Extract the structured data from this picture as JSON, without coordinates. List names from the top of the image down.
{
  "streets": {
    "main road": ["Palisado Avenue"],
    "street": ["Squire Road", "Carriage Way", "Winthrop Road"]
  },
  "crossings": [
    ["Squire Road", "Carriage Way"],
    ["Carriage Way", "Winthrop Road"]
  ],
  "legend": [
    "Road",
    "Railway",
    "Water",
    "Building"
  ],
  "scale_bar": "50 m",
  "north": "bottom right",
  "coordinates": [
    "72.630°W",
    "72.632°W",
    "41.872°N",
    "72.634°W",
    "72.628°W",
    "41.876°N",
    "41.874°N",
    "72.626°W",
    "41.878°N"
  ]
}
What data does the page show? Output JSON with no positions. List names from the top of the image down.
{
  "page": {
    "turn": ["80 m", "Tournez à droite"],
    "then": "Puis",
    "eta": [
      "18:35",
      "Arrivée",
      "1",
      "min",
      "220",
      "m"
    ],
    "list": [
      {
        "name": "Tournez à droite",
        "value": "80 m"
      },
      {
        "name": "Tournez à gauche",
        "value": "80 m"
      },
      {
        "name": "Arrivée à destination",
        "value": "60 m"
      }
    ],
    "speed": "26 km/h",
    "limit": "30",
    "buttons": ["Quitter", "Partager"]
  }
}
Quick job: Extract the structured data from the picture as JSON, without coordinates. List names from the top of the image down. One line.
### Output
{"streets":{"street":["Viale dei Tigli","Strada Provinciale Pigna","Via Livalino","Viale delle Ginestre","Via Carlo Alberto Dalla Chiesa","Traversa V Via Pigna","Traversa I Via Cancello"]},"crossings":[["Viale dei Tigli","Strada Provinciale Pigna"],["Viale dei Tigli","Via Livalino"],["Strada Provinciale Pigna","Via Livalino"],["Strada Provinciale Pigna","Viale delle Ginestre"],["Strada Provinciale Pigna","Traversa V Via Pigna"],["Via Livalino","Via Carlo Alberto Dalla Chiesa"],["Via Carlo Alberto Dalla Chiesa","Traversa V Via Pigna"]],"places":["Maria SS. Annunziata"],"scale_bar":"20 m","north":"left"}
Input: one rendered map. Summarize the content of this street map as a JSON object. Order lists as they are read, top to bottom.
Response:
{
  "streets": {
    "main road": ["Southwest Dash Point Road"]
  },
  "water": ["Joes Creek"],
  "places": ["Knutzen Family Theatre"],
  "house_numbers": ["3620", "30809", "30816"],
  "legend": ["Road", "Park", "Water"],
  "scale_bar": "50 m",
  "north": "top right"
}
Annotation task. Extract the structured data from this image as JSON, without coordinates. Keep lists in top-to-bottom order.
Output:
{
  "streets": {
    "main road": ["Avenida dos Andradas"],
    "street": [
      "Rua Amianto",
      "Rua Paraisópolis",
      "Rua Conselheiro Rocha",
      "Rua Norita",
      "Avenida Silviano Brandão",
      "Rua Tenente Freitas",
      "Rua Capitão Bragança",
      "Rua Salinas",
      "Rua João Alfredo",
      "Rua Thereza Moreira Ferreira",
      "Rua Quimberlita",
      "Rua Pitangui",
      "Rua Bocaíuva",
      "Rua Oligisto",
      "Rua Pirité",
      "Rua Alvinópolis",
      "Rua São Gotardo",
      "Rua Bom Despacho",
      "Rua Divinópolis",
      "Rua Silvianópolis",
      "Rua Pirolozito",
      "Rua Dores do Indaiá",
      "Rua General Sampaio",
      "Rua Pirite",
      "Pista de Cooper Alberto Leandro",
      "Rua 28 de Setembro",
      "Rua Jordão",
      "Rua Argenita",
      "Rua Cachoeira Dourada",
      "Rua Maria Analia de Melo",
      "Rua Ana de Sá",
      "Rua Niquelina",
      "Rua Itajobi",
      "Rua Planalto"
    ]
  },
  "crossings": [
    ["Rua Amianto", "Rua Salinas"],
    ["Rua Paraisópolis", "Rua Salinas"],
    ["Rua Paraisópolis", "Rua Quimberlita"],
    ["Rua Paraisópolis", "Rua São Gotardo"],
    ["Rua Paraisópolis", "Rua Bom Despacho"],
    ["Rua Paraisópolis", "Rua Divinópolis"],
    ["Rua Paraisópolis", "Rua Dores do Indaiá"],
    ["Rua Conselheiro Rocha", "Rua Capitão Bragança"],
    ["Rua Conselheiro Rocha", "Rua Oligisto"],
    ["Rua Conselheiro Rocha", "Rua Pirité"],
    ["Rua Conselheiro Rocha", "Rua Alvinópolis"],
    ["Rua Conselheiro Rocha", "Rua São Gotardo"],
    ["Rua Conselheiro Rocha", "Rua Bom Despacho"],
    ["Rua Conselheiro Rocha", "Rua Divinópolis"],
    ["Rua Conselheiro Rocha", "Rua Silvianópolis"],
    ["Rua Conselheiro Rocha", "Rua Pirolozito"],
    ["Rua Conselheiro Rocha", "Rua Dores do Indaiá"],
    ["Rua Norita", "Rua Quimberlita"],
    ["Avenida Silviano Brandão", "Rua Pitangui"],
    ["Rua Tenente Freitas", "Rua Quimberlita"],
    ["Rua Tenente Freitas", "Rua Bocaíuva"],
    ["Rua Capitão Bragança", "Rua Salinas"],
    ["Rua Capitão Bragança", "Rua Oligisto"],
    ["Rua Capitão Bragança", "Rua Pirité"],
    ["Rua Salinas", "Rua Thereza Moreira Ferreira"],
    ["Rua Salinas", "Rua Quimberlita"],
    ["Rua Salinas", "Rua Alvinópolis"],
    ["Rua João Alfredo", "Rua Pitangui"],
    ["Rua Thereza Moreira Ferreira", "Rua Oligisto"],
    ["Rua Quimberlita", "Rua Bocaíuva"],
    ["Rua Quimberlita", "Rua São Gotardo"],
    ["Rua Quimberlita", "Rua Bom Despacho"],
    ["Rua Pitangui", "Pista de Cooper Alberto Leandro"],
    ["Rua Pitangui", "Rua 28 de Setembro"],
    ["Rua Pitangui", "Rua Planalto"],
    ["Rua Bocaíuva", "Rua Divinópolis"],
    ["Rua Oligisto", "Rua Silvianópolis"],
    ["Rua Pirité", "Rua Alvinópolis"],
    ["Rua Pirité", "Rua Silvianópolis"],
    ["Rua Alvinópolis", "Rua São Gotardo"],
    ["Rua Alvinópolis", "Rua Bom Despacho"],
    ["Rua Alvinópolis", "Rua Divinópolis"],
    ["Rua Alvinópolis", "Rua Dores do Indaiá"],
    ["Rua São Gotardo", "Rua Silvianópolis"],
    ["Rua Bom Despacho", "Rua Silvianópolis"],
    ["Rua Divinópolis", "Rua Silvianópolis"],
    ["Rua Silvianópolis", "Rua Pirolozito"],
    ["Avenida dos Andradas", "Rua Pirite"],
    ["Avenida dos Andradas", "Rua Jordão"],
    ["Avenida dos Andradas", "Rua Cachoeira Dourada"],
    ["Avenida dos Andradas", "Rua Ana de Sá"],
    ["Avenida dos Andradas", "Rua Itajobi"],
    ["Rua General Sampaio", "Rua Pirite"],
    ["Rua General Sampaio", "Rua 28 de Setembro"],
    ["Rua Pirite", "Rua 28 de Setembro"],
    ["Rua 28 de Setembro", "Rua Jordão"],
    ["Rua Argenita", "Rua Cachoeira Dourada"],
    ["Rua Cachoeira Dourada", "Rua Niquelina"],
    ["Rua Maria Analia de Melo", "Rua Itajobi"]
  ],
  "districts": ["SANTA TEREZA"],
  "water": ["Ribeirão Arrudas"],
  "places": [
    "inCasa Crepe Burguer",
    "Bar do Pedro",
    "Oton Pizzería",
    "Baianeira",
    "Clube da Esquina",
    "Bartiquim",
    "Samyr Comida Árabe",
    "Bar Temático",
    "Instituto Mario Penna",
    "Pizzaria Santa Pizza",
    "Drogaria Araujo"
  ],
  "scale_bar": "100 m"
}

════════════════════

Task to carry out:
Would you please reproduce the records above exactly, only from their first line through the line holding "Input: one rendered", with both ends included?

Problem solution:
Extract the structured data from this picture as JSON, without coordinates. List names from the top of the image down.
{
  "streets": {
    "main road": ["Palisado Avenue"],
    "street": ["Squire Road", "Carriage Way", "Winthrop Road"]
  },
  "crossings": [
    ["Squire Road", "Carriage Way"],
    ["Carriage Way", "Winthrop Road"]
  ],
  "legend": [
    "Road",
    "Railway",
    "Water",
    "Building"
  ],
  "scale_bar": "50 m",
  "north": "bottom right",
  "coordinates": [
    "72.630°W",
    "72.632°W",
    "41.872°N",
    "72.634°W",
    "72.628°W",
    "41.876°N",
    "41.874°N",
    "72.626°W",
    "41.878°N"
  ]
}
What data does the page show? Output JSON with no positions. List names from the top of the image down.
{
  "page": {
    "turn": ["80 m", "Tournez à droite"],
    "then": "Puis",
    "eta": [
      "18:35",
      "Arrivée",
      "1",
      "min",
      "220",
      "m"
    ],
    "list": [
      {
        "name": "Tournez à droite",
        "value": "80 m"
      },
      {
        "name": "Tournez à gauche",
        "value": "80 m"
      },
      {
        "name": "Arrivée à destination",
        "value": "60 m"
      }
    ],
    "speed": "26 km/h",
    "limit": "30",
    "buttons": ["Quitter", "Partager"]
  }
}
Quick job: Extract the structured data from the picture as JSON, without coordinates. List names from the top of the image down. One line.
### Output
{"streets":{"street":["Viale dei Tigli","Strada Provinciale Pigna","Via Livalino","Viale delle Ginestre","Via Carlo Alberto Dalla Chiesa","Traversa V Via Pigna","Traversa I Via Cancello"]},"crossings":[["Viale dei Tigli","Strada Provinciale Pigna"],["Viale dei Tigli","Via Livalino"],["Strada Provinciale Pigna","Via Livalino"],["Strada Provinciale Pigna","Viale delle Ginestre"],["Strada Provinciale Pigna","Traversa V Via Pigna"],["Via Livalino","Via Carlo Alberto Dalla Chiesa"],["Via Carlo Alberto Dalla Chiesa","Traversa V Via Pigna"]],"places":["Maria SS. Annunziata"],"scale_bar":"20 m","north":"left"}
Input: one rendered map. Summarize the content of this street map as a JSON object. Order lists as they are read, top to bottom.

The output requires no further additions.